As we’ve seen, decreasing cortisol levels — with the help of ashwagandha — can support healthy progesterone levels in women. Studies show elevated cortisol levels can inhibit ovulation and progesterone production.
Studies show that elevated cortisol levels can inhibit ovulation and progesterone production.
What is maca?
Maca is a Peruvian plant that has been used for fertility for a long time. It can be found in many forms, including powder and tea.
More commonly, maca is known as an aphrodisiac and for its ability to support libido.
How does maca work?
Maca is often considered a hormonal adaptogen, meaning it adapts to your body’s individual hormonal needs. This is because it generally supports the endocrine system in producing balanced hormone levels.
Like vitex, maca also supports your body’s LH signal during the second half of your cycle, which promotes the ovary to produce progesterone.
Myth: Maca only supports male fertility.
There are many studies showing the effectiveness of maca for supporting male fertility, including sperm health.
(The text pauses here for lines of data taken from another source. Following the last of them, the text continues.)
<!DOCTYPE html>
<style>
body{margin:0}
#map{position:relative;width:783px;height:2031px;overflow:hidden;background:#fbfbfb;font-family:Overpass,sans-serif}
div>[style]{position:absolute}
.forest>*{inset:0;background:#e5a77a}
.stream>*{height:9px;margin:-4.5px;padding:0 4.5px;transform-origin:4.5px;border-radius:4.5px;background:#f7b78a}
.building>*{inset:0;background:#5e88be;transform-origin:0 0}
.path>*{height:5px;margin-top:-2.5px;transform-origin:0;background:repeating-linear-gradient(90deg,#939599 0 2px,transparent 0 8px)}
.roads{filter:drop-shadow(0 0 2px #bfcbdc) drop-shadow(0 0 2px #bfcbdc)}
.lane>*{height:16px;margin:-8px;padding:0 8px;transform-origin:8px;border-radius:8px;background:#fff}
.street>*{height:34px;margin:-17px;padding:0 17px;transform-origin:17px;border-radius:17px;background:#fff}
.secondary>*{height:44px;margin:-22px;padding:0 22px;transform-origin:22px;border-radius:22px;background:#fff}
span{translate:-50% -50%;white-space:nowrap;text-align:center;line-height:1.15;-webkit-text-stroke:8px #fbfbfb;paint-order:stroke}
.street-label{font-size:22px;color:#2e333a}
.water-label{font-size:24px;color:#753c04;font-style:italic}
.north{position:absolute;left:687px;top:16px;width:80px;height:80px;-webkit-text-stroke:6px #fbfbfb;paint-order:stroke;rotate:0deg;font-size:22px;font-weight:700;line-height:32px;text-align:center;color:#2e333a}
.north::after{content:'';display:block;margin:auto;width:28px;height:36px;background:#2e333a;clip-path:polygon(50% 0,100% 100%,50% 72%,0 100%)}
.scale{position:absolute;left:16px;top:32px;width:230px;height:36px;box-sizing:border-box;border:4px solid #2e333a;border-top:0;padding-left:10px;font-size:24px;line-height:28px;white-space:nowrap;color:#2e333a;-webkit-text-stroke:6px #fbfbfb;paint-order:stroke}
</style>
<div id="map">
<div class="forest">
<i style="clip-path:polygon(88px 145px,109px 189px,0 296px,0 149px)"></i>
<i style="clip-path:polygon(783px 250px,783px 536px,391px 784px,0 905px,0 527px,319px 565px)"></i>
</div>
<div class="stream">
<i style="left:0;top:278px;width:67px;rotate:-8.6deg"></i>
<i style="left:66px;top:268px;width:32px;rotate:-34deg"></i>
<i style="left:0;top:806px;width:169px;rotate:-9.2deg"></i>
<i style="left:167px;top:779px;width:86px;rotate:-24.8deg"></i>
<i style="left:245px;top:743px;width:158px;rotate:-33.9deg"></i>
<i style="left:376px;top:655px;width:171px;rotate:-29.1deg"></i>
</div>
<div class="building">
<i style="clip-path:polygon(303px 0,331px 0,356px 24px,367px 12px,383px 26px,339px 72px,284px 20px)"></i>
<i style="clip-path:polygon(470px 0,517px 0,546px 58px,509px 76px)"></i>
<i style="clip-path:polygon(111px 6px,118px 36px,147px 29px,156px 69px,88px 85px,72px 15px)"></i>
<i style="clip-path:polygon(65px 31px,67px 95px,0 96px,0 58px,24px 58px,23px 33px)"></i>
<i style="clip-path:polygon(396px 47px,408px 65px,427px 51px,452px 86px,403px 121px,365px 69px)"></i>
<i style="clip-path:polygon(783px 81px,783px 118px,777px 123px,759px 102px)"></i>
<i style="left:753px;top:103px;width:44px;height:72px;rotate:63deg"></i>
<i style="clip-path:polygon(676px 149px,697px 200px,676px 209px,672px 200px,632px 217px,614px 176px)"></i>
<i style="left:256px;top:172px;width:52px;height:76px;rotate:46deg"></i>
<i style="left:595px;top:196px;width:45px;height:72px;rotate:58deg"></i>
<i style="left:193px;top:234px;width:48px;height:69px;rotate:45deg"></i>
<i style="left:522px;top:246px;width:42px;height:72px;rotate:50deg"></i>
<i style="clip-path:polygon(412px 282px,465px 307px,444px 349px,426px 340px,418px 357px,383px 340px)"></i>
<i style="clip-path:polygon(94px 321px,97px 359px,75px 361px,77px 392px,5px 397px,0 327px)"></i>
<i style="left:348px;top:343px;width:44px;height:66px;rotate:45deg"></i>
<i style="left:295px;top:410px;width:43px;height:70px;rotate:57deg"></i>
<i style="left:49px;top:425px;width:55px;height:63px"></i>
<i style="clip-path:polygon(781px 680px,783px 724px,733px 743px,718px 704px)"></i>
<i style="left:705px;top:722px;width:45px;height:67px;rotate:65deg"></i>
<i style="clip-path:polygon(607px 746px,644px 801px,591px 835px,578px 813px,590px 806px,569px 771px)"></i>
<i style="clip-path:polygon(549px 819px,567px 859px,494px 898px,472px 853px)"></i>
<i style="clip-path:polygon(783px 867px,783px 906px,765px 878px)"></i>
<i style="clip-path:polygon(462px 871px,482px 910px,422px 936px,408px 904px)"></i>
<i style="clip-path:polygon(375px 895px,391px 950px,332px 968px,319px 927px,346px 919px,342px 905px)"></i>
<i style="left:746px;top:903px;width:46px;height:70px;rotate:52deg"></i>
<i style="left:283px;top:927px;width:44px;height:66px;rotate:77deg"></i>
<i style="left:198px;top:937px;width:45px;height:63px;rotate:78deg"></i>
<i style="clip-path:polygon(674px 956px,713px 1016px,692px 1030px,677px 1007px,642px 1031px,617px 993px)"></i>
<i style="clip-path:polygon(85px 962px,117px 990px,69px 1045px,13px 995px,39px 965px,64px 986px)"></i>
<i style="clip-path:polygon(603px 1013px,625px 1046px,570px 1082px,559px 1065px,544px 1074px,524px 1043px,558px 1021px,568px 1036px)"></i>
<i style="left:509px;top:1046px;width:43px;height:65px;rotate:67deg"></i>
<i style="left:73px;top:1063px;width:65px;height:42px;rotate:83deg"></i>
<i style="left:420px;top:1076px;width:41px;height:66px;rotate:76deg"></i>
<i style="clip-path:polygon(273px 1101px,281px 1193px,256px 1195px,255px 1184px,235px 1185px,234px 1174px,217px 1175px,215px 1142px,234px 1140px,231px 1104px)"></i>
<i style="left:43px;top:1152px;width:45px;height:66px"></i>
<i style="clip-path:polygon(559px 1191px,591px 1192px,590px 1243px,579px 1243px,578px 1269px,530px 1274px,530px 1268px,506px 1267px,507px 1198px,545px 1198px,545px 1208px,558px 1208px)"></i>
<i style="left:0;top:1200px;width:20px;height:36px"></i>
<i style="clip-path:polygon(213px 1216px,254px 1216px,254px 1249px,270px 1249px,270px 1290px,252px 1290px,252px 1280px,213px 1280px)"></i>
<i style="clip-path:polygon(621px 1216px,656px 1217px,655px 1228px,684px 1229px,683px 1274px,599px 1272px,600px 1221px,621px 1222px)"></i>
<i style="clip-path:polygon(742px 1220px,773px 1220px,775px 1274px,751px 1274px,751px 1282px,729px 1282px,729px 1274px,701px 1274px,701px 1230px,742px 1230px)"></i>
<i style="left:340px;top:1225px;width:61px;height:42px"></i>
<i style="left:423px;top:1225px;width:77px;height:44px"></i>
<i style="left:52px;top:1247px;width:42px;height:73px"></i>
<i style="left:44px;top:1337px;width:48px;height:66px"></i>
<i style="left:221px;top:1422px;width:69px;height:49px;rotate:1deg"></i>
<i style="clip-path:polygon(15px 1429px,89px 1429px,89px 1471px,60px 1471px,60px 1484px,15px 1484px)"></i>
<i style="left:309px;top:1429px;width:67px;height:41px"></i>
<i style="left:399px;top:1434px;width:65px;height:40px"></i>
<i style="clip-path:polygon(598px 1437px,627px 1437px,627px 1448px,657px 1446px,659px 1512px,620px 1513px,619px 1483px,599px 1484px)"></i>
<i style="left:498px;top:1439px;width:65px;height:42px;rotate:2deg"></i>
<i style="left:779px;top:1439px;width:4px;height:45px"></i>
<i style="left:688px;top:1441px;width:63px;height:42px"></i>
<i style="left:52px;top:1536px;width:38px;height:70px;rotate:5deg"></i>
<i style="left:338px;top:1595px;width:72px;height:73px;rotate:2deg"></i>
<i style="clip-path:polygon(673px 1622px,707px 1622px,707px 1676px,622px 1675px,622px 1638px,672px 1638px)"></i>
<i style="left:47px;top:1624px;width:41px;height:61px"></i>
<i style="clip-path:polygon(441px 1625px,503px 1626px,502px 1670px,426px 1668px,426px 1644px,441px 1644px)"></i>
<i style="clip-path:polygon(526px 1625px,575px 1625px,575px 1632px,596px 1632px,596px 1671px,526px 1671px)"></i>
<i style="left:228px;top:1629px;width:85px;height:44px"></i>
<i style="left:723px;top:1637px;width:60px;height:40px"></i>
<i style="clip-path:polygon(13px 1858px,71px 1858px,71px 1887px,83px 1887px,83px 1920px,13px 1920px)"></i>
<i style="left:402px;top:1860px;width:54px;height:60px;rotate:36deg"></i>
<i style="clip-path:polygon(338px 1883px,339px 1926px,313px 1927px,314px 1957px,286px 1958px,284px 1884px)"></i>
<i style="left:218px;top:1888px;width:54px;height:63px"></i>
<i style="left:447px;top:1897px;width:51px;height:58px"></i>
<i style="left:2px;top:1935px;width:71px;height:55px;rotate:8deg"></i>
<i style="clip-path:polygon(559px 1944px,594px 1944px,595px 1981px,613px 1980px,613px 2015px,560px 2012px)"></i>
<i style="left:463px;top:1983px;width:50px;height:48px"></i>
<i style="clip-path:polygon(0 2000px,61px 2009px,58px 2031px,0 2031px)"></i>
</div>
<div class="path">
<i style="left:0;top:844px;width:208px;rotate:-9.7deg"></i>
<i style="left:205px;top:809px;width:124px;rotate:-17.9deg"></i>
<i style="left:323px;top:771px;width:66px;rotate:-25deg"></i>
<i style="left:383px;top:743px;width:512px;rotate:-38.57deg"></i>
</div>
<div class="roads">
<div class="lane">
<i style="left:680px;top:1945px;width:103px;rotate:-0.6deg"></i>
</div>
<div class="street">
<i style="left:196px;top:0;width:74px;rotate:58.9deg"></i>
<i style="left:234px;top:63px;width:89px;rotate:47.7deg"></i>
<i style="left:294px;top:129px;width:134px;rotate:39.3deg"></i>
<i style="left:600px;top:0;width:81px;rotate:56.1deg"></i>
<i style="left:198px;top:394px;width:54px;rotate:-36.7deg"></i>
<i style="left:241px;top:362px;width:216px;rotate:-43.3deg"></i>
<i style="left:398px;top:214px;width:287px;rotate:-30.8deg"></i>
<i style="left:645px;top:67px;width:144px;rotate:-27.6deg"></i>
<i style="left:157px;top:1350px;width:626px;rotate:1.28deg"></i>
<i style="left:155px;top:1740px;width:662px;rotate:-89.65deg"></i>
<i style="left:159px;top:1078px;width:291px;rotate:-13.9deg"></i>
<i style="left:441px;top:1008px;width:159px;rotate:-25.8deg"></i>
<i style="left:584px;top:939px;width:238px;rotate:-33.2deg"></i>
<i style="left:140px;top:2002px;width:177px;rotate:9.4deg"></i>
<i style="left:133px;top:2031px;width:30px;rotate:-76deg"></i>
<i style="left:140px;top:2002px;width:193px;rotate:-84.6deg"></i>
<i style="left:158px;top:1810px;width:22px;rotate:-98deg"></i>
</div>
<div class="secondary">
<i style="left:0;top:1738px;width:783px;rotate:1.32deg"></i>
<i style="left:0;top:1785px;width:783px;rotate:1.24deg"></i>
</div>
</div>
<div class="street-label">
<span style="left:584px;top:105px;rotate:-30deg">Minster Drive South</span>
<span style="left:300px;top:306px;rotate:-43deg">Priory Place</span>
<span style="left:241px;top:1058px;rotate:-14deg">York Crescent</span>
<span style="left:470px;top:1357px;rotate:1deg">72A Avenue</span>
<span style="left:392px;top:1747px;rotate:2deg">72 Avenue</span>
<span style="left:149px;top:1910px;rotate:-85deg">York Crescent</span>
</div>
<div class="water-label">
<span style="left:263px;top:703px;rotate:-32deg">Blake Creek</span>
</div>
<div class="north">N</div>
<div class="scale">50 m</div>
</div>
Since maca improves libido, many people assume maca increases testosterone and shouldn’t be used for women.
While maca can be beneficial for men, it can also be beneficial for women. There is no evidence that maca increases testosterone levels in women.
In fact, a recent study found that a supplement including maca helped regulate the menstrual cycle, stimulate ovulation, and increased the likelihood of getting pregnant in women.
Here at Proov, we’re all about science and ensuring you have the most accurate information to support your decisions on your fertility journey. As always, we recommend consulting your doctor before adding anything new to your regimen, but hopefully this information can help you have more informed conversations.